A escola naval de pilotos é onde o melhor dos melhores treinam para refinar suas habilidades de voo de elite. Quando o piloto Maverick é enviado para a escola, sua atitude irresponsável e comportamento arrogante o colocam em desacordo com os outros pilotos, especialmente Iceman. Porém Maverick não está apenas competindo para ser o piloto superior de caça, ele também está lutando pela atenção de sua bonita instrutora de voo, Charlotte Blackwood.

É quase instantâneo perceber as diversas cenas com o tom de videoclipe, as poses encenadas dos personagens, eles estão apenas celebrando suas vidas. Jeffrey Kimball( diretor de fotografia) reproduz muito bem o calor da Califórnia, mistura o romance e ação lindamente, obviamente intensificado. Em um cenário que remete muito o ambiente colegial, é possível destacar os interruptos confrontos de Maverick, seja com colegas, instrutores, amantes e até consigo mesmo. É quase como se fosse um ciclo vicioso. A famosa frase: “Eu sinto a necessidade. A necessidade por velocidade”, nunca deixou isso tão claro.


A trilha sonora de Top Gun: Ases Indomáveis capta tão bem esse clima do filme, ela eleva toda a adrenalina, traz uma espécie de “tesão” para o filme. Mas não apenas físico, uma intensidade nas amizades e rivalidades, tanto que após o momento da morte do “Goose”, o conflito vira interno, Maverick repensa toda sua jornada, consequências de uma vida levada ao limite.

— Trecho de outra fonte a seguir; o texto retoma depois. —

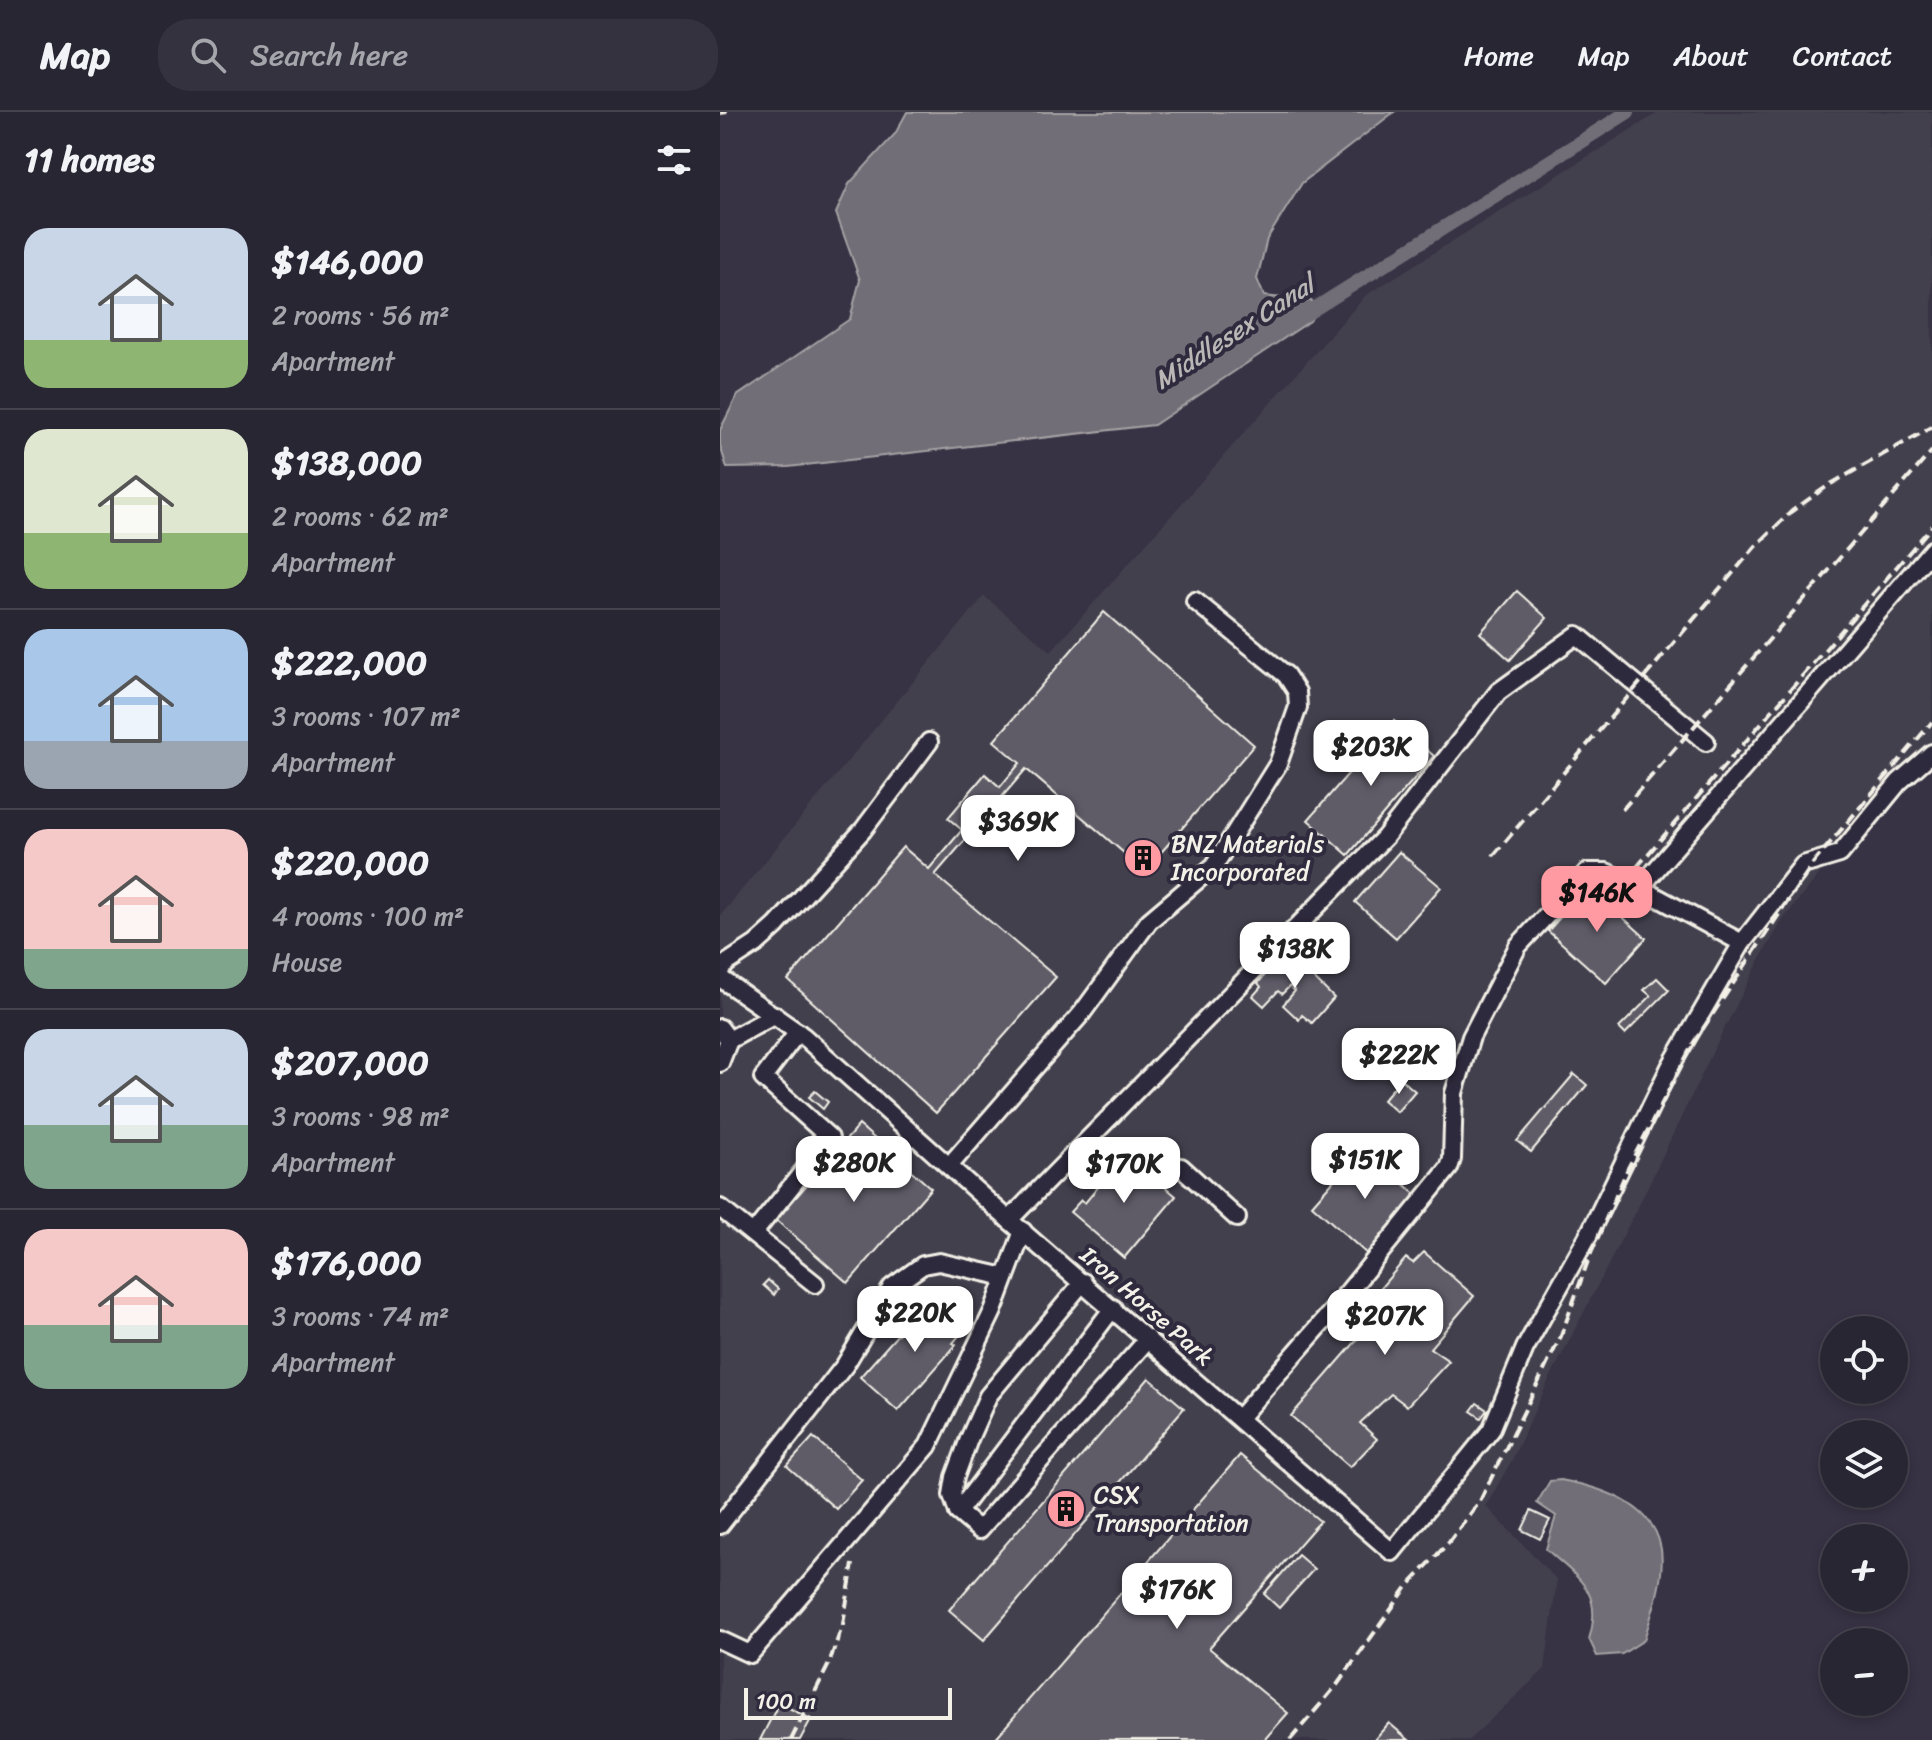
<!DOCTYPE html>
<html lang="en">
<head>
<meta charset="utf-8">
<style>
	:root { --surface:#292633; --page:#35323f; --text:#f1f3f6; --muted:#a5a5ac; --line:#45434e; --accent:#ff9aa2 }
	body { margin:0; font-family:Sriracha,sans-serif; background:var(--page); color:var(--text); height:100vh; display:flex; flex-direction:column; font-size:30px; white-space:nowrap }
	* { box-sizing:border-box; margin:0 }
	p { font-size:26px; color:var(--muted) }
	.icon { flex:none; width:44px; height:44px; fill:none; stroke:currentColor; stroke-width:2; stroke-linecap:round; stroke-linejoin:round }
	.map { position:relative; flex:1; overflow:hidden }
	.side { display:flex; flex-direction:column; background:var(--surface); width:720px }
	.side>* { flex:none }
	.tools { position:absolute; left:1100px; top:1204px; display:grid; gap:16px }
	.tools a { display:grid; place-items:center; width:88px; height:88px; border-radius:50%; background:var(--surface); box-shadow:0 4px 12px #0003,0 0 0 2px var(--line); font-size:40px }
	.scale { position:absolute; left:24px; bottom:20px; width:208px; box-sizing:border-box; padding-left:8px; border:4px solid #f4f1e8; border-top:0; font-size:22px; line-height:28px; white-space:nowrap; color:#f4f1e8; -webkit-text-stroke:6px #2f2a3d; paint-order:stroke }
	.price { position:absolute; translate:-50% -68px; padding:0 18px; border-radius:16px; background:#fff; color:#222; font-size:26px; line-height:52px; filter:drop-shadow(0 2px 4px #0008) }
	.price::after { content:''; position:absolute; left:50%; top:48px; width:24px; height:18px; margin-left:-12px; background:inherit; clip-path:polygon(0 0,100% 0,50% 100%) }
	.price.current { background:var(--accent); color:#111 }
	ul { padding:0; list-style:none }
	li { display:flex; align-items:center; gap:24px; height:200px; padding:0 24px }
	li+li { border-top:2px solid var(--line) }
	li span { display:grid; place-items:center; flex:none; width:224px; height:160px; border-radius:24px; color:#555 }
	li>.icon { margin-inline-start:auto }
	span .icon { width:96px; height:96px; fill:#fffc; stroke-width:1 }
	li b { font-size:34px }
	h2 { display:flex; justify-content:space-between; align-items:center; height:96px; padding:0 24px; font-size:34px }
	header { display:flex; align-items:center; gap:48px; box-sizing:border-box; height:112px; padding:0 40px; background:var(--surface); border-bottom:2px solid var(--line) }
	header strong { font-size:38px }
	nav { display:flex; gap:44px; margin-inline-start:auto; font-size:28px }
	.search { width:560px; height:72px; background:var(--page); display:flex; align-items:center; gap:20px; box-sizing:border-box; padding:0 28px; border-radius:32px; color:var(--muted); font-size:30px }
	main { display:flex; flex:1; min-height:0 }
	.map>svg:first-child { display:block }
</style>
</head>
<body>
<header>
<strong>Map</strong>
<div class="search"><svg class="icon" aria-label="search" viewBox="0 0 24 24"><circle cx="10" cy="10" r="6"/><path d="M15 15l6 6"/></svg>Search here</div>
<nav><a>Home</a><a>Map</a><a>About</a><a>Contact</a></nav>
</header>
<main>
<section class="side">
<h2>11 homes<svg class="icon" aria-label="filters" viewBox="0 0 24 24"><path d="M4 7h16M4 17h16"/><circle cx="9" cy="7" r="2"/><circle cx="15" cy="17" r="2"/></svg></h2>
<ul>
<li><span style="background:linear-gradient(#c9d6e8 70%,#8fb573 0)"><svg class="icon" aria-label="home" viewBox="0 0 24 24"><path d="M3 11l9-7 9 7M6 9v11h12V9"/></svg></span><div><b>$146,000</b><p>2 rooms · 56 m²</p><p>Apartment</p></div></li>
<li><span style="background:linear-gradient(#dfe7d0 65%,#8fb573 0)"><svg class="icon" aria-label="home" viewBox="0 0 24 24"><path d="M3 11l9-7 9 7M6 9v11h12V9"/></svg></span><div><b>$138,000</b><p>2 rooms · 62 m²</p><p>Apartment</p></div></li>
<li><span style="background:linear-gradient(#a9c7e8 70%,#9aa5b1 0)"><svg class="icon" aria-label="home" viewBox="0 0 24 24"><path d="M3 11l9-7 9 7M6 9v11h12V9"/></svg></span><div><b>$222,000</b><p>3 rooms · 107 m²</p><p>Apartment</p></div></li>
<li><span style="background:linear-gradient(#f6c9c9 75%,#7fa58c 0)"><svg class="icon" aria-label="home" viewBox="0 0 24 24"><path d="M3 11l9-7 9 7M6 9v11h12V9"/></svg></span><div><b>$220,000</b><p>4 rooms · 100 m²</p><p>House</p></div></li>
<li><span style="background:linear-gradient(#c9d6e8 60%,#7fa58c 0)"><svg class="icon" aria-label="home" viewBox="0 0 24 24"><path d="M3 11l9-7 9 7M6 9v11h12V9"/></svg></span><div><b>$207,000</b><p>3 rooms · 98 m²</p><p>Apartment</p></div></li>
<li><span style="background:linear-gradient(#f6c9c9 60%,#7fa58c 0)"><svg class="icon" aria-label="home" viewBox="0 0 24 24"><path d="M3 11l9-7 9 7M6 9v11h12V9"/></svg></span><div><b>$176,000</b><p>3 rooms · 74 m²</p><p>Apartment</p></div></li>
</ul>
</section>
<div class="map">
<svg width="1212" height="1628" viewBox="0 0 1212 1628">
	<rect width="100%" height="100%" fill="#373244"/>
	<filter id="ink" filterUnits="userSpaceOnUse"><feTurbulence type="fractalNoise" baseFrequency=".0125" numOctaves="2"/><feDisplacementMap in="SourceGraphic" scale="16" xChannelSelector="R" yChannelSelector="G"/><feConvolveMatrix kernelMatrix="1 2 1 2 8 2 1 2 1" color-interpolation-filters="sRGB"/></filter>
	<g filter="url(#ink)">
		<path fill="#433f4e" d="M939,0H1212V650L1151,698L1065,805L1045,838L997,931L918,1095L827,1272L792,1348L766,1394L837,1468L825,1557L749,1628H0V804L264,484L331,539L646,183Z"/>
		<g fill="#726e77" stroke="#a6a2a4" stroke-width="2">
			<path d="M187,0H674L582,71L547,127L537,167L544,184L591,189L599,194L590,209L434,313L68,355L7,356L0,333V318L17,284L130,207L140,168L116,101L129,72L175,22Z"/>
			<path d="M841,1368C879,1375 934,1391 941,1437C945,1467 932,1500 924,1528L902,1542L877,1544L869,1527C884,1479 858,1466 826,1437L836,1404L817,1391L830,1369Z"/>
		</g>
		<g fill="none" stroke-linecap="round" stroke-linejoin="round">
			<path stroke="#726e77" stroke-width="14" d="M583,204L908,0"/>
		</g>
		<g fill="#5f5c67" stroke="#f4f1e8" stroke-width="2">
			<path d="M797,479L827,506L790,548L760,521Z"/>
			<path d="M384,500L534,633L425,759L306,657L215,763L336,865L216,1001L68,868L183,735L209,757L242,718L228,706L265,662L280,675L300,651L274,629Z"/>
			<path d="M674,609L714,644L628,743L588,708Z"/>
			<path d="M679,740L721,775L676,826L635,790Z"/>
			<path d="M868,774L926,826L886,871L828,819Z"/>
			<path d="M570,843L614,886L592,911L582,903L579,908L563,893L575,879L570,874L562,882L558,879L544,894L533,884L541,875L538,871L554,853L558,856Z"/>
			<path d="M937,866L949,878L905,922L899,916L931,884L924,878Z"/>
			<path d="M854,962L867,973L811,1040L797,1029Z"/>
			<path d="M681,967L695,979L677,1000L663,988Z"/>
			<path d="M95,979L108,990L103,997L89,985Z"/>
			<path d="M139,1013L211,1076L128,1171L56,1108Z"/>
			<path d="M642,1036L697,1083L647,1142L592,1093Z"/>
			<path d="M402,1038L456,1084L404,1146L350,1100L361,1088L365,1091L388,1063L384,1060Z"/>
			<path d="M704,1140L754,1184L710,1236L729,1249L687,1294L671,1282L640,1311L657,1327L630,1355L571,1304L644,1220L636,1213L664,1184L658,1179L686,1146L693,1151Z"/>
			<path d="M48,1168L58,1177L54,1183L43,1173Z"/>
			<path d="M220,1185L250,1210L233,1231L236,1233L178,1299L140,1265L187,1212L191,1214L201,1203L204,1205Z"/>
			<path d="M429,1266L464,1296L264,1528L229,1498Z"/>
			<path d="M757,1291L767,1298L761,1306L751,1299Z"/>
			<path d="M93,1325L142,1368L116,1397L67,1354Z"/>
			<path d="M520,1343L600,1409L489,1536L568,1601L544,1628H274Z"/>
			<path d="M811,1399L830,1408L820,1427L802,1418Z"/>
			<path d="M578,1443L594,1457L559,1496L544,1482Z"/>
			<path d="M59,1591L91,1607L80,1628H40Z"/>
			<path d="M669,1611L689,1628H654Z"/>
		</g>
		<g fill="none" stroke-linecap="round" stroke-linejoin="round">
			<defs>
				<g id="minor">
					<path d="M920,776L1022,831"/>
					<path d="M0,859L7,851L36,832L56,814L143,718L209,630"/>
					<path d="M0,866L83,924L289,1108L672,1440L771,1318L805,1236L869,1122L950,955L1022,831L1083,753L1120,742L1179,670L1212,641"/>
					<path d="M0,916L9,928L0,951"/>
					<path d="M9,928L55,903"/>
					<path d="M229,1054L362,901L429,809L494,754L558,652L578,595L577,580L566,563L475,489"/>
					<path d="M461,1055L517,1106"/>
					<path d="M0,1096L95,1172"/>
					<path d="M289,1108L665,725L778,580L857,523L986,630"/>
					<path d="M33,1122L110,1026L43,966L78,920"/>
					<path d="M363,1170L268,1284L249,1327L235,1365L232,1383L238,1400L259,1418L428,1227"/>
					<path d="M519,1306L615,1196L729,1056L732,1047L734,981L751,925L798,834L867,760H886L920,776L1212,438"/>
					<path d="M238,1400L393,1196"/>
					<path d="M0,1413L125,1253L172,1175L203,1153L219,1150L285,1165"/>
					<path d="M0,1528L30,1542L208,1334L273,1199L303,1119"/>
				</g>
			</defs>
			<use href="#minor" stroke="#f4f1e8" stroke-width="22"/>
			<use href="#minor" stroke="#2f2a3d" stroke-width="16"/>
			<g stroke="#f4f1e8" stroke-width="4" stroke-dasharray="12 6" stroke-linecap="butt">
				<path d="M0,1L7,0"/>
				<path d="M902,698L1212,339"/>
				<path d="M773,744L1035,435L1072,399L1109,373L1212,315"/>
				<path d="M916,756L1212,414"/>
				<path d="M71,1628L108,1554L123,1512L133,1452"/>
				<path d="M570,1628L617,1573L687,1475L729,1430L760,1389L841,1224L869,1146L908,1056L974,930L1094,750L1212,610"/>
			</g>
		</g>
	</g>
	<defs>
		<symbol id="building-disc" viewBox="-11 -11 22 22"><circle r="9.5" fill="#ff9aa2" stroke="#2f2a3d"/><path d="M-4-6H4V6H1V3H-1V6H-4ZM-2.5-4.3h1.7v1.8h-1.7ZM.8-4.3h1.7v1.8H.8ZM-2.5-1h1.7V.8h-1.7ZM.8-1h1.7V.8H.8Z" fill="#111"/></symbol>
	</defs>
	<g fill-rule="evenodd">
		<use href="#building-disc" x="401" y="724" width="44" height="44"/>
		<use href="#building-disc" x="324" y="1375" width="44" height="44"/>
	</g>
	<g text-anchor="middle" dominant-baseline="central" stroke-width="8" stroke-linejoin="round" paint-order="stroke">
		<g font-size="24" fill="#f4f1e8" stroke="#2f2a3d" text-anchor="start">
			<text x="451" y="732">BNZ Materials<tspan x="451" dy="28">Incorporated</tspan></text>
			<text x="374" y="1383">CSX<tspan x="374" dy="28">Transportation</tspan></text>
		</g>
		<g font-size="24" fill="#f4f1e8" stroke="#2f2a3d">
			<text transform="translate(427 1194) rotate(41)">Iron Horse Park</text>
		</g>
		<g font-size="26" font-style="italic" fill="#bab6b5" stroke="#2f2a3d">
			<text transform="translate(514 220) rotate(-33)">Middlesex Canal</text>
		</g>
	</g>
</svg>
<div class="tools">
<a><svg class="icon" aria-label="locate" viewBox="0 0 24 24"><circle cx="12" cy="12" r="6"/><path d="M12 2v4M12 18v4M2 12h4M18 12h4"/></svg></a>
<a><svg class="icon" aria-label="layers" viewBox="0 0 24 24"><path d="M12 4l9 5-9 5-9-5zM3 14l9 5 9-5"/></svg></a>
<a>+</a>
<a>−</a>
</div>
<div class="scale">100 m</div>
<b class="price" style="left:651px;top:676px">$203K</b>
<b class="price" style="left:298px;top:751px">$369K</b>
<b class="price current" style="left:877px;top:822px">$146K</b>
<b class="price" style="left:575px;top:878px">$138K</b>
<b class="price" style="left:679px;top:984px">$222K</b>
<b class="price" style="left:645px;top:1089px">$151K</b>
<b class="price" style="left:134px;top:1092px">$280K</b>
<b class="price" style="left:404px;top:1093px">$170K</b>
<b class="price" style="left:195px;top:1242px">$220K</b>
<b class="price" style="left:665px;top:1245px">$207K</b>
<b class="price" style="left:457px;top:1519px">$176K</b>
</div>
</main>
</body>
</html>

Destaque para “Danger Zone” e o grande sucesso “Take My Breath Away”, ambos representam muito bem a obra, a mistura absoluta de irmandade, aquele universo é tudo que eles precisam.

Interessante acompanhar o começo de carreira de Tom Cruise, talvez um dos melhores atores de ação já concebidas por Hollywood. Aqui, seu personagem é a base dos conflitos do filme, ele encarna muito bem a adrenalina e vigor presente no longa. Existem diversas cenas que passam a sensação da consumação do conflito amoroso, e que pelo menos duas vezes não acontece, nos deixando cada vez mais intensos e envoltos nesse teatro de sensações de Tony Scott. Ele convence, mesmo através de um roteiro em segundo plano, operando no conflito simples entre pilotos, e um romance com química questionável, deixando de lado a potencial trama de Maverick em superar seu falecido pai, e todo esse questionamento interno imposto pelo personagem.

Top Gun, em muitos sentidos, consegue dialogar com as gerações, seja pelo magnetismo de Tom Cruise, a belíssima e atemporal trilha sonora, ou até mesmo a linda cinematografia de uma San Diego invejável. Em alguns momentos, existe um sentimento de querer estar lá, ter pelo menos 1% daquela adrenalina passada pelos personagens. Em alguns legados deixados por essa obra, talvez o que mais se destaca é sua honestidade na cafonice, o mais puro e belo retrato de uma época. Afinal de contas, o objetivo é sempre deixar o público sem fôlego.